YOUR ASSIGNMENT =
Set out exactly every line of the entries below, starting at the line that holds "display:grid; place-items:center; width:50px;" and stopping after the line that holds "width:65px; height:65px; stroke-width:2.5".

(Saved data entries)
============
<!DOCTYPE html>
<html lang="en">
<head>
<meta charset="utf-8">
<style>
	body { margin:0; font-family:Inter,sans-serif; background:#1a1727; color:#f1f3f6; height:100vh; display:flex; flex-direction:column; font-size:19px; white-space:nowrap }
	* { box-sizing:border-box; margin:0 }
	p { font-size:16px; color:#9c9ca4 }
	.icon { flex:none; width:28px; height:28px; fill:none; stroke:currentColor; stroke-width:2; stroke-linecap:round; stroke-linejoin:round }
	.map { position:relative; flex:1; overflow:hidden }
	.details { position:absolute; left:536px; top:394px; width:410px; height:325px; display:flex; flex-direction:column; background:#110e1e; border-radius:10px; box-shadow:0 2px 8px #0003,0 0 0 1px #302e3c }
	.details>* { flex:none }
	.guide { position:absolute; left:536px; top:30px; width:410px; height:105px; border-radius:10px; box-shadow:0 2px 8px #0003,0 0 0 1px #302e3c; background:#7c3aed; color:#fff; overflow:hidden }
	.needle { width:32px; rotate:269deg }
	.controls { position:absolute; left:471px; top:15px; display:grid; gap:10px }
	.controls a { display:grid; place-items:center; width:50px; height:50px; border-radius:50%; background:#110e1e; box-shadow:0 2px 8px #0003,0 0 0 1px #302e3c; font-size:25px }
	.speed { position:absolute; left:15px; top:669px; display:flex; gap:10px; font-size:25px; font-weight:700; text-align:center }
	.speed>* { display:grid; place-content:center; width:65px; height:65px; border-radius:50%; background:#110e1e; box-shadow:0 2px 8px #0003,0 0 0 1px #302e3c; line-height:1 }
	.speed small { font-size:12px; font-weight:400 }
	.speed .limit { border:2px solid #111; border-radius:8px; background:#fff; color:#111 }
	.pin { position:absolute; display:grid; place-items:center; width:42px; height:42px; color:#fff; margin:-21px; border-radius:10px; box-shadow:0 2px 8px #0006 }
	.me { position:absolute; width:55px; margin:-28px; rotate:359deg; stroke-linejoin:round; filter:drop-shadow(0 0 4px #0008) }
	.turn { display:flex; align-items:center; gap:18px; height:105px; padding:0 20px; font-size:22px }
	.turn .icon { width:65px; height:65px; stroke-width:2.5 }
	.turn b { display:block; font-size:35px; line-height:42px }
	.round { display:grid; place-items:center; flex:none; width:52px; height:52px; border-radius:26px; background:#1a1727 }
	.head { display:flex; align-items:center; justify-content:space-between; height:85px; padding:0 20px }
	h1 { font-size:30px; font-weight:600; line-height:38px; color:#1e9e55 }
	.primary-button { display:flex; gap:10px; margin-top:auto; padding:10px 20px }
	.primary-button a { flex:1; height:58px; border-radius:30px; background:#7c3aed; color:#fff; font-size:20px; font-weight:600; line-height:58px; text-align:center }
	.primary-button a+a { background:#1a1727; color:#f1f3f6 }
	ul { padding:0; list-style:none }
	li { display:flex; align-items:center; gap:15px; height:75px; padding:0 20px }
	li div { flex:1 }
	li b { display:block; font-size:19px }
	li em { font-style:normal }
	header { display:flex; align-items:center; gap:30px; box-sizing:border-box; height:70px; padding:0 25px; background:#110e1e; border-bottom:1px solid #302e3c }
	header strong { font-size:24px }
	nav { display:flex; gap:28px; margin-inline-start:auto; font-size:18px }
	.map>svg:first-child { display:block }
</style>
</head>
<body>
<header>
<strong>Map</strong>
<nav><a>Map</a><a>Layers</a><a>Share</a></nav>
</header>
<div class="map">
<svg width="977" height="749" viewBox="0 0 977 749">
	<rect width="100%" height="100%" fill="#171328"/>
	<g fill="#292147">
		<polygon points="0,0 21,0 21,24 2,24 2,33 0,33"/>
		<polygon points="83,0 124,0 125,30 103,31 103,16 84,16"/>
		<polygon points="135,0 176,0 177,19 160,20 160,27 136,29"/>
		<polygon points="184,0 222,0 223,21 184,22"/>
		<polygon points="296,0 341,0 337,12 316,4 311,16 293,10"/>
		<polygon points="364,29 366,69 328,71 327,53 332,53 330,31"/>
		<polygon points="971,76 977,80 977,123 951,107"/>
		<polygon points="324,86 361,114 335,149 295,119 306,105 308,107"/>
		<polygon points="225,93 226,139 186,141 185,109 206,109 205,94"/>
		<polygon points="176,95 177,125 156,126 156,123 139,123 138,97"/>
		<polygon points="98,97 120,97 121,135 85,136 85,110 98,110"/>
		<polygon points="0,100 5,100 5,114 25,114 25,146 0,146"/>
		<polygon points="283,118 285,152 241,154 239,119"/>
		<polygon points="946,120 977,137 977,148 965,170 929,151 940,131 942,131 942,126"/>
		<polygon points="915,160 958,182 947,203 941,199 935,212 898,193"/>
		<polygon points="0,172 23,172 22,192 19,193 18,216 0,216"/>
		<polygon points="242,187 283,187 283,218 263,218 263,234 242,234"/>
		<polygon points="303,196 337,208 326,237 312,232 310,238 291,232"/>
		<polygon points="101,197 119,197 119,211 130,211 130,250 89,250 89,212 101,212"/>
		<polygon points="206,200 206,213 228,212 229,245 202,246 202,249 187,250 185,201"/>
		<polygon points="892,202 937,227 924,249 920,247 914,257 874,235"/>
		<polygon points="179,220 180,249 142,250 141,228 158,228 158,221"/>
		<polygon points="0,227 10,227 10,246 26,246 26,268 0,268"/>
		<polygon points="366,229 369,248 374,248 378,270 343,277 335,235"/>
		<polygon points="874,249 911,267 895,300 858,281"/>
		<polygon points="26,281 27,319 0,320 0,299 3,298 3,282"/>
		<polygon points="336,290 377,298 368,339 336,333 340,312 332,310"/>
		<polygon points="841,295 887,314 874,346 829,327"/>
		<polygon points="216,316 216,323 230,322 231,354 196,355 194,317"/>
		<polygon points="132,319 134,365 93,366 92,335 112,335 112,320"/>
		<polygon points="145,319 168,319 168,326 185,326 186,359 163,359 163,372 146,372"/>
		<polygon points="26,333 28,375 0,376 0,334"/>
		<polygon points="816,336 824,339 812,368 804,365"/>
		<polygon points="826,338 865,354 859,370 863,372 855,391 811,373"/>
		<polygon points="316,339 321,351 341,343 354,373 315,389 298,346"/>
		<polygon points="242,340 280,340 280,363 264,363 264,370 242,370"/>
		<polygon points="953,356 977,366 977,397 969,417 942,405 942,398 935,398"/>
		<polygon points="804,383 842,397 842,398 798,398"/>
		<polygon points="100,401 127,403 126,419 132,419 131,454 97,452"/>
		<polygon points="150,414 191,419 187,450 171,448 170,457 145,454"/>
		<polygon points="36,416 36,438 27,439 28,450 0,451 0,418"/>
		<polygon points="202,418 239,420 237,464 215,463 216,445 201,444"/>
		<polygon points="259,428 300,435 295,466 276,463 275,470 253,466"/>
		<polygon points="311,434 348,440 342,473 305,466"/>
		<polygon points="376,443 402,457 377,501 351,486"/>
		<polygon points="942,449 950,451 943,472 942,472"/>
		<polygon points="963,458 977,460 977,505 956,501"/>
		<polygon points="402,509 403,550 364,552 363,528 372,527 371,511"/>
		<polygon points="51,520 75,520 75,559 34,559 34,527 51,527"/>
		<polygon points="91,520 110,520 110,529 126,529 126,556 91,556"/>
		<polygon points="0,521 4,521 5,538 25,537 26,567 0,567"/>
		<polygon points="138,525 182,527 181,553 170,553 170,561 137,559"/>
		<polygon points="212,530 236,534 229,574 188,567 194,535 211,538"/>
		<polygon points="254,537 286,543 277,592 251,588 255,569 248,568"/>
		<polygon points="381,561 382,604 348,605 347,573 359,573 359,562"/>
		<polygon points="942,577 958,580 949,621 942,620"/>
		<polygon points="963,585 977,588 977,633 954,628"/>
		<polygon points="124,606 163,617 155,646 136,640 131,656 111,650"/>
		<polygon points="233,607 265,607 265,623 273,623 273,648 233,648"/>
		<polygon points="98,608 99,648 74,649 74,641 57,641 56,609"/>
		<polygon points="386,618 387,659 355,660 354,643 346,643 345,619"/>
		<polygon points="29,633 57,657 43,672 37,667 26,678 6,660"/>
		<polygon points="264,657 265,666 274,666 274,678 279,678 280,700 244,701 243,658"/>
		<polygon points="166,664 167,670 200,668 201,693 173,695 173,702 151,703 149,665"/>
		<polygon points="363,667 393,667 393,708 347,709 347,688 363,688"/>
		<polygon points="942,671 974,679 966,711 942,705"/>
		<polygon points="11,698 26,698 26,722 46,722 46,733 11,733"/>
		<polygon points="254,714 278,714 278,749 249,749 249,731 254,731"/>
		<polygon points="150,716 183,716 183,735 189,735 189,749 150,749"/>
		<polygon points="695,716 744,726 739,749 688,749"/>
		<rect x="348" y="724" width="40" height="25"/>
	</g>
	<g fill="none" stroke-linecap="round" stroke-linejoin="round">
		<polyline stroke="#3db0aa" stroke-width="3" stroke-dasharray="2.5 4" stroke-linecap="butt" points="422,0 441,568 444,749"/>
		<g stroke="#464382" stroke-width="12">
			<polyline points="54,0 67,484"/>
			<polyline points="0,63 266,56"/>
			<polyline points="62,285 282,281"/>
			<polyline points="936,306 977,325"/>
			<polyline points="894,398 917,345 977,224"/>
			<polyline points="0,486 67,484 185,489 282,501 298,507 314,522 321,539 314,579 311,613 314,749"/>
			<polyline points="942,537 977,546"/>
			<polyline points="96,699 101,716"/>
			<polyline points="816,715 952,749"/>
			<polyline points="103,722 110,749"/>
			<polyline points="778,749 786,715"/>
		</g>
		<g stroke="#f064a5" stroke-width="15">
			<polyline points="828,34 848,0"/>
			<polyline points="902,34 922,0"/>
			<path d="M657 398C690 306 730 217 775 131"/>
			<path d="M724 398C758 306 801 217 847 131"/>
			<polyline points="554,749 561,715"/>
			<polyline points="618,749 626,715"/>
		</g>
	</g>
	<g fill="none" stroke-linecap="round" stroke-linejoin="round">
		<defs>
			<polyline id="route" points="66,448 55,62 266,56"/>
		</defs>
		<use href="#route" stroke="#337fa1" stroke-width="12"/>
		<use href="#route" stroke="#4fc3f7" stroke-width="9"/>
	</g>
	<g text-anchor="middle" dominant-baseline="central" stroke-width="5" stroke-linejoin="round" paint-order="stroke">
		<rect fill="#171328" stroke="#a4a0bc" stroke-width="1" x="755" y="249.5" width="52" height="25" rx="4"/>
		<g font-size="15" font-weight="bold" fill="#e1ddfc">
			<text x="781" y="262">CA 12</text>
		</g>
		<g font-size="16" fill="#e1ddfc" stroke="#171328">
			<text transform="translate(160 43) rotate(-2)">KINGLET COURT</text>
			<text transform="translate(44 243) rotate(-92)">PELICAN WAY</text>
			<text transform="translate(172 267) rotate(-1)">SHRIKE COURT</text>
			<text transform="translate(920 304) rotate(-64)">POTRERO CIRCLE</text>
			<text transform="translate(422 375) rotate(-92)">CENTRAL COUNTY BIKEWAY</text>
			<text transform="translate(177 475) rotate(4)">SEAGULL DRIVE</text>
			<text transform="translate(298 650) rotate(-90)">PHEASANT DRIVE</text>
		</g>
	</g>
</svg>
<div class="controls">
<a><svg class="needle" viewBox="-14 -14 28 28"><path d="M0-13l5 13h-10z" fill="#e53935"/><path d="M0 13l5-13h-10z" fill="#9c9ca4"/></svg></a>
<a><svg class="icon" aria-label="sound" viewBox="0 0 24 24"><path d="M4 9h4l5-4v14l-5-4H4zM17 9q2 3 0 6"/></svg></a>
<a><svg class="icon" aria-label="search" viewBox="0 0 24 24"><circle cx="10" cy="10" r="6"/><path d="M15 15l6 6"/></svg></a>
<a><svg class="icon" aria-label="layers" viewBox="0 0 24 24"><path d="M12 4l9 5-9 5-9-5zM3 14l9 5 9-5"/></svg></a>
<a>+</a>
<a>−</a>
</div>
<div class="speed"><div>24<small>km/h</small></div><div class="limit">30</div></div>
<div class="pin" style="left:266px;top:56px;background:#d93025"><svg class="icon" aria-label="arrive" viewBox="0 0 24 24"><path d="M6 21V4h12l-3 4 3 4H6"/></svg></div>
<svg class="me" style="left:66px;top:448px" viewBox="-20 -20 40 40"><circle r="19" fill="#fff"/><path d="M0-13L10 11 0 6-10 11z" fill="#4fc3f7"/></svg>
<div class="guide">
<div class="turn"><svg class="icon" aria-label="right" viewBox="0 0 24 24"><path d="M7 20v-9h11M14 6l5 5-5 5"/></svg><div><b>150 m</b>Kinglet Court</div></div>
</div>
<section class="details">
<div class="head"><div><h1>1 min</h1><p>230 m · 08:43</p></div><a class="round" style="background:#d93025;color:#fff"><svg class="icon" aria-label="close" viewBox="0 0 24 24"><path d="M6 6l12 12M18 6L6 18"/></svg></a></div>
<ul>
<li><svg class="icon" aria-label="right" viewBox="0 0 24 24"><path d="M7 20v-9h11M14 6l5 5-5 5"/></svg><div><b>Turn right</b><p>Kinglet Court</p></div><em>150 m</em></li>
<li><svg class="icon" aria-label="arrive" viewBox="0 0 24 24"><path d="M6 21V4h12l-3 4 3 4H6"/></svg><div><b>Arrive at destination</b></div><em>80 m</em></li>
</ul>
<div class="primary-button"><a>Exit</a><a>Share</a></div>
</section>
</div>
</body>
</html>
============
WRITTEN RESPONSE =
	.controls a { display:grid; place-items:center; width:50px; height:50px; border-radius:50%; background:#110e1e; box-shadow:0 2px 8px #0003,0 0 0 1px #302e3c; font-size:25px }
	.speed { position:absolute; left:15px; top:669px; display:flex; gap:10px; font-size:25px; font-weight:700; text-align:center }
	.speed>* { display:grid; place-content:center; width:65px; height:65px; border-radius:50%; background:#110e1e; box-shadow:0 2px 8px #0003,0 0 0 1px #302e3c; line-height:1 }
	.speed small { font-size:12px; font-weight:400 }
	.speed .limit { border:2px solid #111; border-radius:8px; background:#fff; color:#111 }
	.pin { position:absolute; display:grid; place-items:center; width:42px; height:42px; color:#fff; margin:-21px; border-radius:10px; box-shadow:0 2px 8px #0006 }
	.me { position:absolute; width:55px; margin:-28px; rotate:359deg; stroke-linejoin:round; filter:drop-shadow(0 0 4px #0008) }
	.turn { display:flex; align-items:center; gap:18px; height:105px; padding:0 20px; font-size:22px }
	.turn .icon { width:65px; height:65px; stroke-width:2.5 }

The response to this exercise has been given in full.